Le ragazze rapite stanno per essere salvate da un indiano, ma si spaventano,
vanificando il tentativo e facendo finir male il loro soccorritore.
Tra Maggie e suo padre, non c’è dialogo né mai c’è stato: la donna, per conoscere meglio il padre, chiede informazioni ad un estraneo, indiano per la precisione. In pratica una donna bianca chiede che uomo fosse il proprio padre ad un Apache, e lo fa in spagnolo, che non è né la sua lingua né quella dell’interlocutore. Alla fine, Maggie troverà la forza di chiedere direttamente al padre il perché dell’abbandono ma, nel momento più commovente, chiuderà la questione con un “tanto non avrai il mio perdono”. Al che, giusto per rimarcare l’estrema difficoltà di dialogo, l’uomo ribatterà “Né io te lo chiedo”.Il film regge, visto che il regista conosce il suo mestiere,
e finché sembra una sorta di moderno spaghetti-western
in versione de-luxe, assolve il suo
compito. Il finale, però, tradisce le ambizioni di Howard, che, purtroppo per
lui, non è Michael Mann (tanto per fare un nome) e la chiusura di The Missing appare anni luce distante
dalla solennità di L’ultimo dei Mohicani.

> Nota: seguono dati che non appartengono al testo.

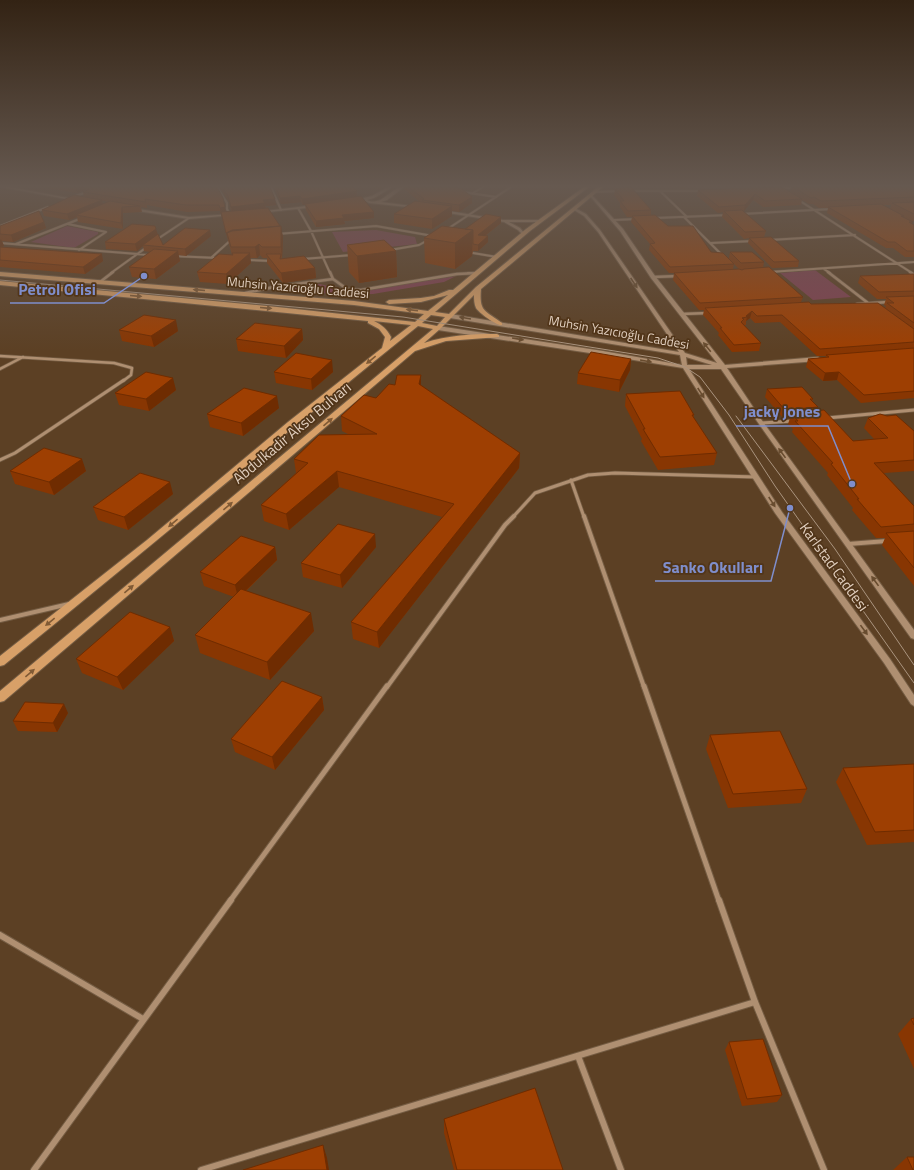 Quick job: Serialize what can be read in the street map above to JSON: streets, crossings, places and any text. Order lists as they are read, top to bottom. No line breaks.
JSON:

Ecco, questo è il vero limite dell’opera, che è poi forse anche il limite
dell’autore: gli ingredienti validi ci sono tutti, ma quando è il momento di
dare la stoccata decisiva, manca la cifra autoriale
e, in un genere come il western, quando si cerca di riportare in luce l’epica del
cinema classico (o neo-classico) non si può mascherare il bluff. Ma, al netto
della sensazione di incompiutezza finale, che peraltro rimarca la scarsa definizione
dei ruoli dei protagonisti, il film, sebbene irrisolto, rimane godibile.
E allora il missing del titolo
forse non è tanto la ragazza scomparsa,
ma la mancanza di un vero cuore alla storia di questo film. Che forse è più acuto di quanto si possa pensare.Che sia il cuore, che manchi all'America?